Some have this mistaken conception of those who enforce the BYU Honor Code.

Some have a mistaken conception of those who enforce the BYU Honor Code.

From this Jana extrapolates that the struggle is imposed on the outside by the religious community on the individual. In other words, the unnamed student is a victim at the hands of the community. And if the community would only change to not “subtly deny the reality of homosexuality as an identity,” things would be better.

But that is not what is stated in the video. The unnamed student says that as a teen she struggled with her own identity. Every teen I’ve known (including myself) has, in coming of age, had to settle upon who or what they are. Those who come to terms with how they view themselves become well-adjusted adults; those who don’t continue to struggle with those feelings.

In fact, the student indicates what Jana characterizes as “misunderstanding and marginalization” was her perception, not the reality. The reality was that when she started to move past her perceptions, she found, at BYU, a community that strengthened her. This was reinforced by others in the video. At 7:22 Adam, another student, states “I decided to come out to some of my friends and they’ve been supportive, even here at BYU.” Right after that a similar statement is made by another student, Heather Waddington:

I don’t go to school with a bunch of hateful people. which is what I thought before; I thought I was surrounded by homophobic people that would hate me if they knew.

These aren’t innocents being victimized by their religious community. These are students who have discovered that the real problem was their perceptions and that there was acceptance and support within BYU. But you wouldn’t know it from Jana’s depiction. She portrays the glass as half empty, not half full.
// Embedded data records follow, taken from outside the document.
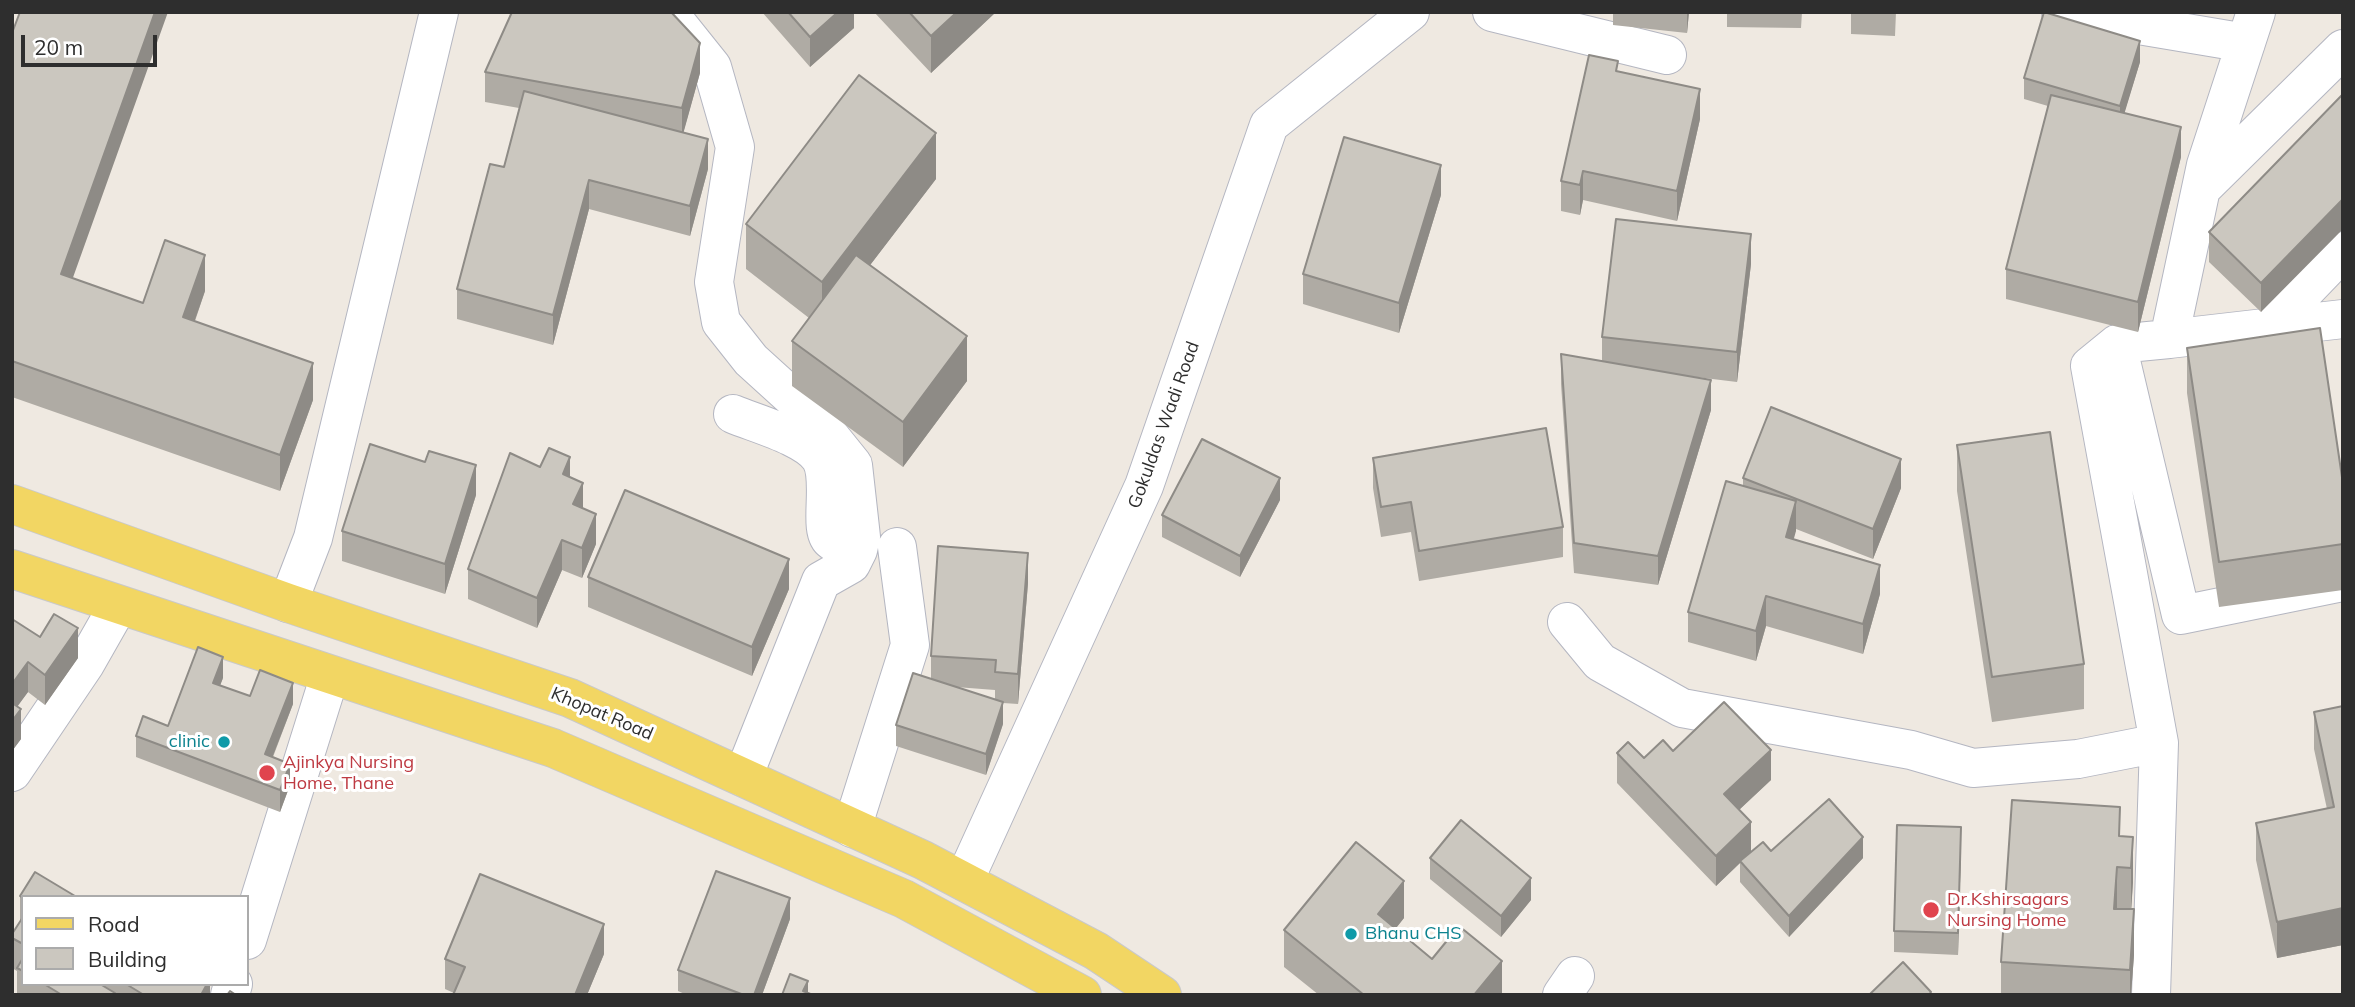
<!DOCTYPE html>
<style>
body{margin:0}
#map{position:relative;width:2355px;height:1007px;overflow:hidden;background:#efe9e1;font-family:Mulish,sans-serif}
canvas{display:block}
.frame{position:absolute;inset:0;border:14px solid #2e2e2e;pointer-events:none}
.legend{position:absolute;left:21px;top:895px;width:228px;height:91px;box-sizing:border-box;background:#fff;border:2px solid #ababab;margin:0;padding:9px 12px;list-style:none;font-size:21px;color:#2e2e2e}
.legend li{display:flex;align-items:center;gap:14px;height:35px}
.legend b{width:35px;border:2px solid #ababab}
.scale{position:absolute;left:21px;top:35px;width:136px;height:32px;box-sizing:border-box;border:4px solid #2e2e2e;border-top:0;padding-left:9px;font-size:21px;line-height:24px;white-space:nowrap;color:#2e2e2e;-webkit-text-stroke:5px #fff;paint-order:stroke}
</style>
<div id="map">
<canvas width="2355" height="1007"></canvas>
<div class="frame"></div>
<ul class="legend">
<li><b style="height:9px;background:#f2d663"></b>Road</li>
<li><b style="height:19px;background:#cbc7bf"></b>Building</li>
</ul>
<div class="scale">20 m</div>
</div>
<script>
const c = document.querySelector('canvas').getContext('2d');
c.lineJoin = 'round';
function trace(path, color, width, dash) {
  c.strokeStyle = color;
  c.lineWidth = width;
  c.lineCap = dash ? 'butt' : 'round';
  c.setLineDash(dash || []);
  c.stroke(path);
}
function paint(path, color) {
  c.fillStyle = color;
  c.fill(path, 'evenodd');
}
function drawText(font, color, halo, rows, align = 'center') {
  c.font = font + ' Mulish,sans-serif';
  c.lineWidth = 6;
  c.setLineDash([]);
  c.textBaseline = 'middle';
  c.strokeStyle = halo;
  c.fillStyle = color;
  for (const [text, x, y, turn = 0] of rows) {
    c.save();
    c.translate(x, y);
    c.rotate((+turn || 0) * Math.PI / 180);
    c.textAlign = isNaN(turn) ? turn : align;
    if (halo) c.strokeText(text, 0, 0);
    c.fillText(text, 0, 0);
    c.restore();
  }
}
const minor = new Path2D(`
 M668 12 712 67 735 147 714 282 721 322 751 360 816 419 853 465 861 537 858 550 851 564 821 581 743 777
 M1492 12 1667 55
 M2061 12 2246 43
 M2202 188 2343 49
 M2269 328 2343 251
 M2169 339 2343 319
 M2117 344 2181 615 2343 582
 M733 414C757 424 806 437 820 458 834 479 817 531 832 541 838 546 850 548 858 550
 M288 603 313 538 439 12
 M1567 622 1600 662 1682 708 1911 750 1973 768 2078 759 2159 743
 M12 772 85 664 118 606
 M852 828 910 645 897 547
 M964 881 1144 486 1269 125 1410 12
 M247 940 330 675
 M230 995 233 984
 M1562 995 1575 976
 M2151 995 2159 743 2090 366 2117 344 2169 339 2206 165 2256 12`);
const major = new Path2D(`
 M12 504 288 603 570 698 923 860 1096 951 1162 995
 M12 569 553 748 904 899 1082 995`);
const wall = new Path2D(`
 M762 12H854V28L810 67Z
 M874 12H996L931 73Z
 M1613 12H1689L1687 33 1613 25Z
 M1727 12H1802L1801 28 1727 27Z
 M1851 12H1896L1895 36 1851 34Z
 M12 33 73 278 143 303 205 291 195 321 313 400 280 491 12 397Z
 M2140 62 2124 113 2181 157 2138 332 2006 299V269L2048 106 2024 99V78Z
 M1618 71 1700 119 1677 221 1583 200 1580 215 1561 211V181Z
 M485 72 700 73 683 133 708 169 690 236 589 209 553 345 457 319V289L504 167 519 108 485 102Z
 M2343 94 2261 312 2209 262V232Z
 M936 179 870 265 967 381 903 467 792 386V341L809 318 746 269V224Z
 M1441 195 1399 333 1303 304V274Z
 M1751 264 1737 382 1688 376 1711 410 1658 585 1574 573 1561 384V354L1602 361V337Z
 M2187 348 2343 484V590L2219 607 2187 393Z
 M1957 445 2084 664V709L1992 722 1957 491Z
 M1373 458 1563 527V557L1419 581 1411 532 1381 537 1373 488Z
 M540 467 570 478 596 544 582 578 562 570 537 628 468 599V569Z
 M1743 478 1901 488 1873 559 1796 529 1793 539 1880 594 1863 654 1766 626 1756 661 1688 642V612L1743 486Z
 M476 495 445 594 342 561V531Z
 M1280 500 1240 577 1162 537V515Z
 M588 577 789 589 752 676 588 607Z
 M1028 583 1018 704 1003 703V724L986 775 896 746V725L931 679V656ZM956 687 995 690V700Z
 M12 619 40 637 78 658 45 705 28 692 17 706 21 739 12 751Z
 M223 678 220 685 250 696 293 704 273 757 290 785 280 812 136 757V736L168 726Z
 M2343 706V945L2277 958 2256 860V823L2327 809 2314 749V712Z
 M1673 751 1771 780 1739 810 1751 851H1771L1863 858 1789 937 1740 882V863L1716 886 1617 783V753L1644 758Z
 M2120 836 2133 837V882L2131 909 2134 955 2131 995H2001V962Z
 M1961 848 1958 955 1894 952V931Z
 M1430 858 1531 900 1501 937 1430 879Z
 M20 896 23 897V984H210V995H17V971L12 968V934L20 922Z
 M1404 918 1395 929 1432 959 1502 995H1319L1284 967V930Z
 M790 919 762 995H687L678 991V970Z
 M604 954 587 995H453L454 993 445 989V959Z`);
const shadedWall = new Path2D(`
 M155 12H168L61 311V274Z
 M838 12H854V28L810 67V37Z
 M957 12H996L931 73V36Z
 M1687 12H1689L1687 33Z
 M2140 41V62L2120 128V106Z
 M700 43V73L682 138V108Z
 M1700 89V119L1677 221V191Z
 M2181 127V157L2138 332V302Z
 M936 133V179L822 328V282Z
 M708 139V169L690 236V206Z
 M1441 165V195L1399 333V303Z
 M1583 171V200L1580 215V185Z
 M589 180V209L553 345V315Z
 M2343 199V229L2261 312V283Z
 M1751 234V264L1737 382V352Z
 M205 255V291L183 354V317Z
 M967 336V381L903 467V422Z
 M313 363V400L280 491V455Z
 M1711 380V410L1658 585V556Z
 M570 457V487L563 474Z
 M1901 459V488L1873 559V529Z
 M476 465V495L445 594V564Z
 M1280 478V500L1240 577V556Z
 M583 483V513L573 504Z
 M1796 501V531L1786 567V537Z
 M596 514V544L582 578V548Z
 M562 540V570L537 628V598Z
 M1028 553V583L1018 704V674Z
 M789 559V589L752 676V647Z
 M1880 565V594L1863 654V624Z
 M1766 596V626L1756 661V631Z
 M78 628V658L45 705V675Z
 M223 657V678L213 704V683Z
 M28 662V692L12 714V684Z
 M293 683V704L265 776V754Z
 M1003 702V724L986 775V754Z
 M21 709V739L12 751V721Z
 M1771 750V780L1724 824V794Z
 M290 764V785L280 812V790Z
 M1751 822V852L1740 861V863L1716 886V856Z
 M1961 827V848L1958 955V933Z
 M1863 837V858L1789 937V916Z
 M2133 837V882L2131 913V868Z
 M2117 867V913L2114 909Z
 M1531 878V900L1501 937V916Z
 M1404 881V918L1378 951V914Z
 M790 898V919L762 995H754Z
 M2343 908V945L2277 958V922Z
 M2134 909V955L2131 995H2130V970Z
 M604 924V954L587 995H575Z
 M1502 961V995H1474Z
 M808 981V995L803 991Z
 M207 984H210V995H201Z`);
const building = new Path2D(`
 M20 12H155L61 274 143 303 165 240 205 255 183 317 313 363 280 455 12 361V33Z
 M512 12H671L700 43 682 108 485 72Z
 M788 12H838L810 37Z
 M909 12H957L931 36Z
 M2044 12 2140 41 2120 106 2024 78Z
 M1589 55 1618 61 1616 71 1700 89 1677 191 1583 171 1580 185 1561 181Z
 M859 75 936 133 822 282 746 224Z
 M524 91 708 139 690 206 589 180 553 315 457 289 490 164 504 167Z
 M2343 94V199L2261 283 2209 232Z
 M2051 95 2181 127 2138 302 2006 269Z
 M1344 137 1441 165 1399 303 1303 274Z
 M1616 219 1751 234 1737 352 1602 337Z
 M856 255 967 336 903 422 792 341Z
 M2320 328 2343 484V544L2219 562 2187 348Z
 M1561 354 1711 380 1658 556 1574 543Z
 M1771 407 1901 459 1873 529 1743 478Z
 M1546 428 1563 527 1419 551 1411 502 1381 507 1373 458Z
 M2050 432 2084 664 1992 677 1957 445Z
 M1202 439 1280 478 1240 556 1162 515Z
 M370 444 425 462 429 451 476 465 445 564 342 531Z
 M549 448 570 457 563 474 583 483 573 504 596 514 582 548 562 540 537 598 468 569 510 453 540 467Z
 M1726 481 1796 501 1786 537 1880 565 1863 624 1766 596 1756 631 1688 612Z
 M625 490 789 559 752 647 588 577Z
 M938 546 1028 553 1018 674 995 672 996 660 931 656Z
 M54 614 78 628 45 675 28 662 12 684V619L40 637Z
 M198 647 223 657 213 683 250 696 260 670 293 683 265 754 290 764 280 790 136 736 143 716 168 726Z
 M913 673 1003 702 986 754 896 725Z
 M1724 702 1771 750 1724 794 1751 822 1716 856 1617 753 1628 742 1644 758 1663 740 1673 751Z
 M12 703 21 709 12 721Z
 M2343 706V908L2277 922 2256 823 2334 807 2314 712Z
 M1829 799 1863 837 1789 916 1740 861 1763 842 1771 851Z
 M2012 800 2120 807 2119 836 2133 837 2131 868 2117 867 2114 909H2134L2130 970 2001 962Z
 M1461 820 1531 878 1501 916 1430 858Z
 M1897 825 1961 827 1958 933 1894 931Z
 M1356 842 1404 881 1378 914 1432 959 1459 926 1502 961 1474 995H1364L1284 930Z
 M716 871 790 898 754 995H744L678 970Z
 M35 872 75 896 74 897H23V898L20 896Z
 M480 874 604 924 575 995H453L465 967 445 959Z
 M23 917V944L12 938V934Z
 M23 958V971L17 968Z
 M1903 962 1931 992 1929 995H1869Z
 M790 974 808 981 803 991 813 995H782Z
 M44 984H100L115 993 114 995H62Z
 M126 984H207L201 995H144Z
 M230 991 236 995H227Z`);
const markers = [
 [224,742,7,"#0f9aa8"],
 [267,773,9,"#e0444e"],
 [1931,910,9,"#e0444e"],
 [1351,934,7,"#0f9aa8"]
];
const streetNames = [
 ["Gokuldas Wadi Road",1164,425,-70],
 ["Khopat Road",602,714,23]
];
const cultureNames = [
 ["clinic",210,742],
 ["Bhanu CHS",1365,934,"left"]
];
const healthNames = [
 ["Ajinkya Nursing",283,763],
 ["Home, Thane",283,784],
 ["Dr.Kshirsagars",1947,900],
 ["Nursing Home",1947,921]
];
trace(minor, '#b4b6c1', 40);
trace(major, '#c9c9c9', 40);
trace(minor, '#fff', 38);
trace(major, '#f2d663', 38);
paint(wall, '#afaba4');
paint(shadedWall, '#8e8b86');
paint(building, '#cbc7bf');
trace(building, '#8e8b86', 2);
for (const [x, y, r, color] of markers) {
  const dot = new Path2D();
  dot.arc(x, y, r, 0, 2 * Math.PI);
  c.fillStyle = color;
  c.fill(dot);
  trace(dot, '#fff', 2.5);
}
drawText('18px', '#2e2e2e', '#fff', streetNames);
drawText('18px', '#0d838f', '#fff', cultureNames, 'right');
drawText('18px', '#be3a42', '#fff', healthNames, 'left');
</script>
She sees victims where the supposed victims see hope and acceptance.

In summary, the reason that I found both articles interesting is that Damon Linker indicates that BYU is a place where liberality—in the classical sense—is thriving. Yet Jana Reiss (through endorsing Cary’s words) sees the Honor Code as “a 1984 word-making-reality thing,” which is the antithesis of liberality. This is the liberality that Linker admires:

I mean an older vision of liberalism—one rooted in the ancient virtue of liberality, meaning generosity and openness to difference. Including, for example, openness to traditionalist religious believers whose faith keeps them from affirming the legitimacy of gay marriage. When supporters of gay marriage denounce such believers as bigots, excommunicate them from civilized life, and get them fired from prominent jobs, they think and act illiberally.

It was apparent, at least to me, that Jana Reiss in encouraging and applauding those who would weaken the Church’s position on same-sex attraction is fully outside of the liberality that Linker finds worthwhile. I did, however, find a BYU student’s comment on Jana’s blog to be refreshing in its liberality:

Jana, I don’t know many people at BYU who currently believe that being gay is a “phase” that can simply be overcome. I would say that’s a minority viewpoint, and it’s a mischaracterization of our campus community to assume otherwise. I do have friends who are attracted to their same sex, and they anticipate being attracted to their same sex for the rest of their lives. That’s not what’s worth discussing. What is worth discussing is how as a covenant community, we support each other in keeping our covenants. And how we act with compassion toward those who find it difficult (not that anyone finds it easy) or who choose not to. This includes every member of our community, married, single, gay, or straight.

This is spot on—we need to be looking at how “we support each other in keeping our covenants.” That is liberal thinking in the true, classical sense.